Pilate had nothing but contempt for the troublesome people of his district and when they presented him with a virtual ultimatum for the execution of a prisoner they brought to him, he balked. In addition to his stubborn resistance to being manipulated, there remained in him some residual sense of justice. The governor’s examination of the prisoner persuaded him that the charges were empty, based on religious differences, even jealousy (Matthew 27:18), rather than criminal activity. Pilate may have been in many ways a brutal, insensitive man. When his seizure of the sacred (corban) treasury in Jerusalem caused a public clamor, he sent his soldiers to mingle with the crowd in civilian clothes and beat to death the instigators (Luke 13:3).

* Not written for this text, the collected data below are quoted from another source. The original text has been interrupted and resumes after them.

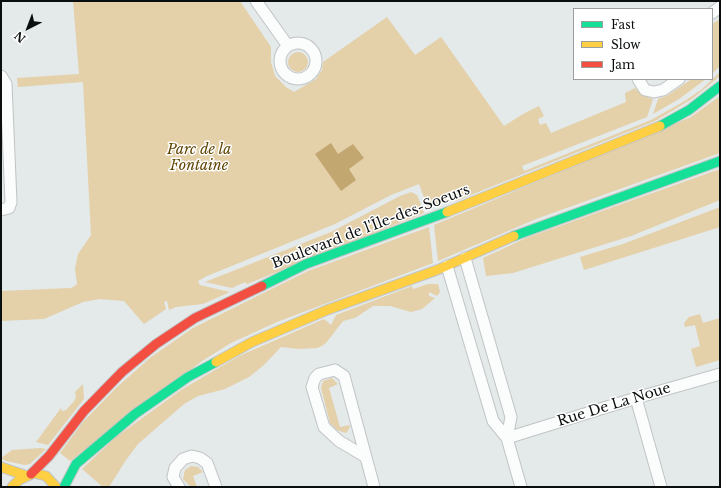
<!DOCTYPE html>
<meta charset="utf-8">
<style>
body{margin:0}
#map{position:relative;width:721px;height:488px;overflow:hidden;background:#e4e9ea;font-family:"Libre Baskerville",serif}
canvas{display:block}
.frame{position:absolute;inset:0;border:2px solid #0a0e0e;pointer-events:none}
.legend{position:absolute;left:573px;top:8px;width:140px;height:72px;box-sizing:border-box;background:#fff;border:1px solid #9d9f9f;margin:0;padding:5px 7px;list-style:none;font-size:12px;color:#0a0e0e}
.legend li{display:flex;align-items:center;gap:8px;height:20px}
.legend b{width:20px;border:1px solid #9d9f9f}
.north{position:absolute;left:8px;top:8px;width:40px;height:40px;-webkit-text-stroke:3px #fff;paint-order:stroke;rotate:222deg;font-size:11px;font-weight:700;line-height:16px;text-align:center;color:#0a0e0e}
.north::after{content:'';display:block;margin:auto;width:14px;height:18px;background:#0a0e0e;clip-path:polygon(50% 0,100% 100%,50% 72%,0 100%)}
</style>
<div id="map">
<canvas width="721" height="488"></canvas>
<div class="frame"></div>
<ul class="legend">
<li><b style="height:5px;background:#16e098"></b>Fast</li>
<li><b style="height:5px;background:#ffcf43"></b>Slow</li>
<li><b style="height:5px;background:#f24e42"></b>Jam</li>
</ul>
<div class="north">N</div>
</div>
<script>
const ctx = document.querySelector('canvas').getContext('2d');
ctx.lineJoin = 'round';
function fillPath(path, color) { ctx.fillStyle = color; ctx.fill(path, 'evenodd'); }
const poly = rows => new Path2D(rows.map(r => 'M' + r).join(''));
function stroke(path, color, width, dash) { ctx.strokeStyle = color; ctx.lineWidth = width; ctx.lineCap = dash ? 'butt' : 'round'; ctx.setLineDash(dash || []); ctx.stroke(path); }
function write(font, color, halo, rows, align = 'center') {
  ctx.font = font + ' "Libre Baskerville",serif'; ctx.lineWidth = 3; ctx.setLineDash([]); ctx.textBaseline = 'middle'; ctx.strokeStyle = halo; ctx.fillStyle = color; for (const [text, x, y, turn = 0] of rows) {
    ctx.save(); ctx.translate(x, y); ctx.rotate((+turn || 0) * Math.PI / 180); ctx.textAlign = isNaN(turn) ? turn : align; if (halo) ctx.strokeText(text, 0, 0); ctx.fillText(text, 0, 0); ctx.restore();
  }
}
const green = poly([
 [73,1,240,1,271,47,271,62,275,76,286,87,294,92,316,79,322,70,323,62,387,17,415,55,441,37,504,126,523,114,539,106,544,116,538,119,540,125,546,123,551,133,626,102,625,93,635,88,642,95,653,99,647,117,522,166,524,171,651,120,683,102,701,90,720,72,720,76,692,99,655,121,456,201,455,198,428,208,419,184,391,195,335,224,207,276,198,281,200,285,230,292,203,304,176,307,169,310,167,301,164,302,166,309,144,324,124,301,100,299,83,302,44,319,1,321,1,291,71,288,75,286,77,284,75,269,78,254,91,235,83,82,18,87,17,78,79,74],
 [720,19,720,66,712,74,712,24],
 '288 62a10 10 0 1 1 20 0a10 10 0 1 1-20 0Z',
 [692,79,706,79,679,99,653,114,658,99,668,95],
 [720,96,720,153,536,219,438,261,434,225,691,117],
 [720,169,720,200,631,236,513,273,486,276,483,258,526,238],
 [411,192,417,195,424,213,247,284,245,282,232,288,205,282,331,232,400,196],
 [720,207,720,227,584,270,580,257,623,244],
 [429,227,433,263,277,322,231,343,202,361,70,461,60,453,83,422,116,388,151,357,193,328,308,271],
 [428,284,438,284,440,292,437,296,429,292,429,296,435,298,422,309,411,312,390,306,373,306,355,318,343,321,326,343,322,346,317,348,299,349,281,347,264,365,249,377,225,389,198,396,184,404,138,444,126,460,109,487,103,487,82,469,116,437,181,390,239,356,324,319,331,325,336,315,412,286,413,289],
 [700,314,703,323,720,318,720,360,696,367,691,349,700,346,695,325,685,327,684,323,689,317],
 [332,378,338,384,329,388,340,427,350,425,349,429,346,433,337,430,330,423,321,388,323,381],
 [83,384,84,399,48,445,36,442,61,408,62,411,66,410,74,401,76,397,75,392],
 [41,448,46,449,30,464,25,465,6,461,1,458,12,450],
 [191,466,198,467,203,472,193,476,197,487,191,487,183,479,185,470]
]);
const water = poly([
 [331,143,338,154,353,144,364,158,349,169,356,180,341,191,315,154]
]);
const street = poly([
 [256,1,288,46],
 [712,13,720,7],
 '280 61a18 18 0 1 1 36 0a18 18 0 1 1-36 0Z',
 [1,76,6,84,11,202,9,208,1,210],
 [638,79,645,90,654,92,663,90,679,79],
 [465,258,511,417,507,438,521,487],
 [447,266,493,421,507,438],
 [636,398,661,487],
 [507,438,636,398,720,374],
 [366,457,339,441,324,427,312,387,315,378,319,374,335,370,344,376,374,487],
 [179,487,173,477,175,468,183,459,192,456,200,458,207,463,216,487]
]);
const fast = poly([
 [660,126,689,110,720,86],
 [514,236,720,161],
 [262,286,306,264,447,212],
 [64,487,76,464,135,414,188,377,216,362]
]);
const slow = poly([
 [447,212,660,126],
 [216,362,252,342,327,310,437,270,514,236],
 [1,467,27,476],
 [12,487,19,480,34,473,46,476,56,487]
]);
const jam = poly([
 [31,474,49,456,84,411,122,372,156,344,195,318,262,286]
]);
const parkNames = [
 ["Parc de la",199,150],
 ["Fontaine",199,166]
];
const streetNames = [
 ["Boulevard de l'Île-des-Soeurs",371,227,-21],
 ["Rue De La Noue",614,405,-17]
];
fillPath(green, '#e4d0a9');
fillPath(water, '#c3a770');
stroke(street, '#c0c4c5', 13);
stroke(fast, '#c0c4c5', 11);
stroke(slow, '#c0c4c5', 11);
stroke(jam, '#c0c4c5', 11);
stroke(street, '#fbfcfc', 11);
stroke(fast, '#16e098', 9);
stroke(slow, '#ffcf43', 9);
stroke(jam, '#f24e42', 9);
write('italic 14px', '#604401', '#fff', parkNames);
write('14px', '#0a0e0e', '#fff', streetNames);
</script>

But the case of Jesus was outrageous.
 
The problem was that the Jews were stubbornly insistent. Their threat to report him to Caesar as guilty of harboring anti-government agents was disquieting (John 19:12). Though a bit laughable from the one who murdered the apostle James, Philo quotes Heord Agrippa I as saying that the Jews “exasperated Pilate to the greatest possible degree, as he feared lest they might go on an embassy to the Emperor, and might impeach him with respect to other particulars of his government – his corruptions, his acts of insolence, his rapine…his cruelty and his continual murders…” (Legatio ad Gaium, 38).
 
Prudence would have directed Pilate to protect his office and give the Jews their pound of flesh. But there was the prisoner’s disquieting claim to be the Son of God which the Jews, in exasperation, had finally blurted out to him (John 19:7); and his own wife’s urgent warning to leave this “righteous man” alone (Matthew 27:19). Pilate was a man caught between justice and ambition, between his conscience and his career.
 
If Jesus was a criminal, He should have been summarily executed. If He was innocent, as Pilate confessed, He should have been immediately freed. But the governor did neither. Instead, he tried to escape his dilemma by compromise – a proffered deal, the brutal beating of an admittedly innocent prisoner – yet, nothing worked. He had to choose. He could send Jesus to the cross and save his career plans, but how could he take responsibility for condemning to death a man whom he, himself, had pronounced innocent?
 
Pilate sought refuge in confusion. The issue was complex. How could any mere man be expected to settle such troublesome questions? “What is truth?” (John 13:38). And then, at last, when he could not save his job and justice too, he protected his job and shifted blame for his knowing perversion of justice to the Jews. “I am innocent of this man’s blood,” he said, as he symbolically washed his hands, “It is your responsibility” (Matthew 27:24, NIV).
 
The real irony of Pilate’s story is that he was a man seeking a name for himself. For him, Jesus was a minor, if troublesome, inconvenience on his road to fame and fortune. And yet Pontius Pilate is remembered in history, not because of his own great achievements, but because of his brief encounter with Jesus of Nazareth.
 
It is easy to see and to jump on the moral cowardice and grave miscalculations of a Pontius Pilate. But how do we differ from him? How often do we sell out moral principle, and the Son of God, just to work out our own carnal ambitions? Every man and woman who turns aside his duty to God, to family, and to others, just to hold on to some worldly dream in no way differs from the governor of Judea. We can plead that we tried almost everything to escape being untrue to what was right, but so did Pilate. We can plead confusion, that the issue is not clear, that it is disputed by good people, but so did Pilate. We can blame our moral and spiritual lapse on the wickedness of others, but so did Pilate.
 
What is the lesson in all this? That in trying to make a name for ourselves we can easily wind up like Nabal, with the name of a fool. Worldly ambition can easily blind men to real value. Otherwise, Pilate would have known that Jesus was not his problem, but his salvation.